01/10/2019 | Conviva Educação

Na quinta edição do Seminário Internacional de Educação Integral (SIEI), que ocorreu dias 24 e 25 de setembro em São Paulo, o colombiano Bernardo Toro falou aos educadores sobre a importância de cuidar de si, do outro e do espírito. Ele afirmou que só assim conseguimos encarar um desafio urgente: transformar a educação para lidar com a mudança climática, que veio para ficar e atingirá a todos. “A educação não é um privilégio, um serviço ou benefício. É um fator estratégico”, afirmou.

Toro tem em sua trajetória o trabalho como professor universitário e assessor dos Ministérios da Educação e Comunicações da Colômbia, Brasil e México. Foi coordenador da Superintendência de Cidadania do Fundo de Investimentos para a Paz (FIP) da Presidência da República da Colômbia, fundador e diretor por onze anos da revista Education Today, Latin American Perspectives. Atualmente é Diretor da Fundación AVINA e Membro do Conselho Internacional do Instituto Ethos.

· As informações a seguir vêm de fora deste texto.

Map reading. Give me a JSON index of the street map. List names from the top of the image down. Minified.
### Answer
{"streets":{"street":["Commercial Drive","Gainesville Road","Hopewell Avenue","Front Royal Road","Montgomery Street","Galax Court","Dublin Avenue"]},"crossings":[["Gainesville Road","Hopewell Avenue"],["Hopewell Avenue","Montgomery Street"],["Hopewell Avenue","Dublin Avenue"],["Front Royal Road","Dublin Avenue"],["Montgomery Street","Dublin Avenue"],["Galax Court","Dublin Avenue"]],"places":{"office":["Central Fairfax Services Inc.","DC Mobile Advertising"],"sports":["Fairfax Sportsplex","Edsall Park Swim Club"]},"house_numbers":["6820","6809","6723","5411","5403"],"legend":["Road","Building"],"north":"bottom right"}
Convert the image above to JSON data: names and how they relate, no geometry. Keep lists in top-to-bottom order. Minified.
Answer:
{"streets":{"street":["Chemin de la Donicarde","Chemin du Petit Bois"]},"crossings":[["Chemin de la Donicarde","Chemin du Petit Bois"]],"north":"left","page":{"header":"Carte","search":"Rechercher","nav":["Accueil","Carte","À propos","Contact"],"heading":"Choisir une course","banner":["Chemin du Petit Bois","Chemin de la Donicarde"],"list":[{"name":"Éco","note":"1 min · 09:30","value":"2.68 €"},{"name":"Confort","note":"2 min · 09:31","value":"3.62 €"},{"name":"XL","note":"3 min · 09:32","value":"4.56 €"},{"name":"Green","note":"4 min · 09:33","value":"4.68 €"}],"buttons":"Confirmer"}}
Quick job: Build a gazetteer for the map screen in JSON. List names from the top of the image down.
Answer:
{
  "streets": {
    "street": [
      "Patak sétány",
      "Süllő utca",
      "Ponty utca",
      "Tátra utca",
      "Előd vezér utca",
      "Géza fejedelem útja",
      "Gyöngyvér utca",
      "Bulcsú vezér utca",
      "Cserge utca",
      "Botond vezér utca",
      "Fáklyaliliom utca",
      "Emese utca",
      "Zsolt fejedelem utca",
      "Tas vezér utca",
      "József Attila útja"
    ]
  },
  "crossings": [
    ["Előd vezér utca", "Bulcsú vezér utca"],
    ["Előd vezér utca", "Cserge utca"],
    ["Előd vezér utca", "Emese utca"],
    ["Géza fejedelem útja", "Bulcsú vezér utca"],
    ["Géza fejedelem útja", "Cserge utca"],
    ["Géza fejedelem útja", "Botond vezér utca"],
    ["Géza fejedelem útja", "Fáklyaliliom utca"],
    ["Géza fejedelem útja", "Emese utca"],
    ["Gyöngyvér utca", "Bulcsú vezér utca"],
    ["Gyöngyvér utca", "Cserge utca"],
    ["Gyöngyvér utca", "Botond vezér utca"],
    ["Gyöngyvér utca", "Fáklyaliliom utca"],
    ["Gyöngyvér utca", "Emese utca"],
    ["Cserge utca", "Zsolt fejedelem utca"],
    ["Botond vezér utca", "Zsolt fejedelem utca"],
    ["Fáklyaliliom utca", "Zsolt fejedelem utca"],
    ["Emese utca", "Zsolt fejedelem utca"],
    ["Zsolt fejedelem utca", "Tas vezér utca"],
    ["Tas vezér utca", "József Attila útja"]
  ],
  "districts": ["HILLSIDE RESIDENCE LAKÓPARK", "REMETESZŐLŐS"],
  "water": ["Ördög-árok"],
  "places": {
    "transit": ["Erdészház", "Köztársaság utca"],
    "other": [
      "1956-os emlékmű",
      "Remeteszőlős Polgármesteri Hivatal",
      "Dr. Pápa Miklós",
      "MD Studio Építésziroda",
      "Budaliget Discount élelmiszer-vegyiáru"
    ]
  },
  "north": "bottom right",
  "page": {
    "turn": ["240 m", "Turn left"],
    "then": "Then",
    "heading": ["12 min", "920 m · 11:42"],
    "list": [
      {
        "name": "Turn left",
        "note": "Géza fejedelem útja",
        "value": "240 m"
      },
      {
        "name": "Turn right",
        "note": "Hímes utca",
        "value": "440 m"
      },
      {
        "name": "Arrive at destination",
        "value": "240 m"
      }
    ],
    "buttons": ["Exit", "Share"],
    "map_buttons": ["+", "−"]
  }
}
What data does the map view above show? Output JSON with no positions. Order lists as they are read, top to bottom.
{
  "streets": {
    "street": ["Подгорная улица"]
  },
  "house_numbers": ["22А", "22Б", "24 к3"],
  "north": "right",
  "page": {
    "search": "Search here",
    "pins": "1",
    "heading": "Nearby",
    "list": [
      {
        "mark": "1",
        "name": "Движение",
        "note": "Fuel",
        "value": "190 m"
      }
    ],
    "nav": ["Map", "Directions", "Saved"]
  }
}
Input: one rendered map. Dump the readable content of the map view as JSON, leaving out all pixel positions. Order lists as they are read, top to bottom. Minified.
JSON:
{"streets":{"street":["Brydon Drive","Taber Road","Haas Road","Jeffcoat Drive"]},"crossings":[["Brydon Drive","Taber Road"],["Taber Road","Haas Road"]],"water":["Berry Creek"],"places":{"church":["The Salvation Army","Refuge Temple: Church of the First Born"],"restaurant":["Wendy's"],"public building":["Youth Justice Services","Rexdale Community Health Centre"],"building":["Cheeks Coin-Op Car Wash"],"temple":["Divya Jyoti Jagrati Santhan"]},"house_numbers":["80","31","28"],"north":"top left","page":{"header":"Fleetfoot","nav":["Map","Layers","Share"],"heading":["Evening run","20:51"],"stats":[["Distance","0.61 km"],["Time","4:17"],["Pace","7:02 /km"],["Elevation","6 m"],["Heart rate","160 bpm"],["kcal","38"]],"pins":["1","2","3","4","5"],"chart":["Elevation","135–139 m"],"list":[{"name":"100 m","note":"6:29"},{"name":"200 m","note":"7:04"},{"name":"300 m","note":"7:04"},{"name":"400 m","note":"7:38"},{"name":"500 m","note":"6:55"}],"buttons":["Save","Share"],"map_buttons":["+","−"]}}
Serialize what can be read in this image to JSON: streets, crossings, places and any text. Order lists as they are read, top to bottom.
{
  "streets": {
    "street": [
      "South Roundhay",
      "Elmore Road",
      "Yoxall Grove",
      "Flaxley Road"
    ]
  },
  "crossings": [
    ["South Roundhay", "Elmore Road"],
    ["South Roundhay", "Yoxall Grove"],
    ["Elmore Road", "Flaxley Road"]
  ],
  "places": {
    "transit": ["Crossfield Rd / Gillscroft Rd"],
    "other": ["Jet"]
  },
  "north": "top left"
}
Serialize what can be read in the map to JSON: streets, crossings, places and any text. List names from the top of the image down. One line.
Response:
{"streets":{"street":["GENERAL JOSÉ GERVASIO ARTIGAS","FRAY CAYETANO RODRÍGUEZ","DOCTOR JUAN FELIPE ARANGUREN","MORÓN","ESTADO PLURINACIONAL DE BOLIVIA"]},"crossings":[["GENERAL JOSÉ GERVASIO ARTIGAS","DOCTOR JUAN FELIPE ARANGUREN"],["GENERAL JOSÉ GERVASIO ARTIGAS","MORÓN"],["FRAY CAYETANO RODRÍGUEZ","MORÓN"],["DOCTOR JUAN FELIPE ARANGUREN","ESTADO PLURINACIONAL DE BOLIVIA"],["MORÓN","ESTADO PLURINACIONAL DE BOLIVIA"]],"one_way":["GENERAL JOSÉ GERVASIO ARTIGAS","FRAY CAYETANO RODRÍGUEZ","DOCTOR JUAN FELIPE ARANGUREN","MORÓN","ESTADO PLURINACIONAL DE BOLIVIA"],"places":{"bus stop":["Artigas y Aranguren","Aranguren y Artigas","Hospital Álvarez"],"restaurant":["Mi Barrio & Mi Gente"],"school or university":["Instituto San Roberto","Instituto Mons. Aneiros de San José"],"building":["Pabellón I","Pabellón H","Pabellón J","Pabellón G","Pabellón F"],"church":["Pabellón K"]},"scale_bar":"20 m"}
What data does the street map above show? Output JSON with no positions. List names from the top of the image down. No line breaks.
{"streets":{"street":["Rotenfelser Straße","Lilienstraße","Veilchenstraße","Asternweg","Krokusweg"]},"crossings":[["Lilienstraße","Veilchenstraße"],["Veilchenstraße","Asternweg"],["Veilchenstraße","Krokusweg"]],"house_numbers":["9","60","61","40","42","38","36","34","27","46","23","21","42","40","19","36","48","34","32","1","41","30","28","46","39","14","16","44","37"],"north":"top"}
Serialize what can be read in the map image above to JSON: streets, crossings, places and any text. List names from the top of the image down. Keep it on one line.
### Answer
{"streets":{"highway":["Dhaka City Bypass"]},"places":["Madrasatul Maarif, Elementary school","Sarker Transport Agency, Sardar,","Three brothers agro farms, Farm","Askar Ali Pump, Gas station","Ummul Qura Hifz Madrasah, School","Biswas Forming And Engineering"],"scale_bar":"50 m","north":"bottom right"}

Leia abaixo um resumo de sua fala e, neste link, a transmissão realizada em vídeo de todo o evento:

 

O maior desafio

“Qual o maior problema que o Brasil enfrenta? Não é a corrupção ou a política. O maior problema que temos hoje chama-se crise climática. Creio que não temos dado a devida atenção a isso; mas ela não passará. Temos muito pouco tempo para nos prepararmos para esse desafio e estamos distraídos.

Essa crise vai ser determinante para as transformações educativas, políticas e econômicas. Ela vai nos acompanhar pelo resto do tempo que os humanos estiverem no planeta e já impacta na educação, nas formas de sentir, pensar, consumir e viver.

Será o mais importante desafio que a espécie humana passou nos últimos anos, atingindo todos, não importa o país, o sexo, a ideologia ou a religião. É como pensarmos no papel determinante que tem a gravidade: afeta qualquer um e o tempo todo.”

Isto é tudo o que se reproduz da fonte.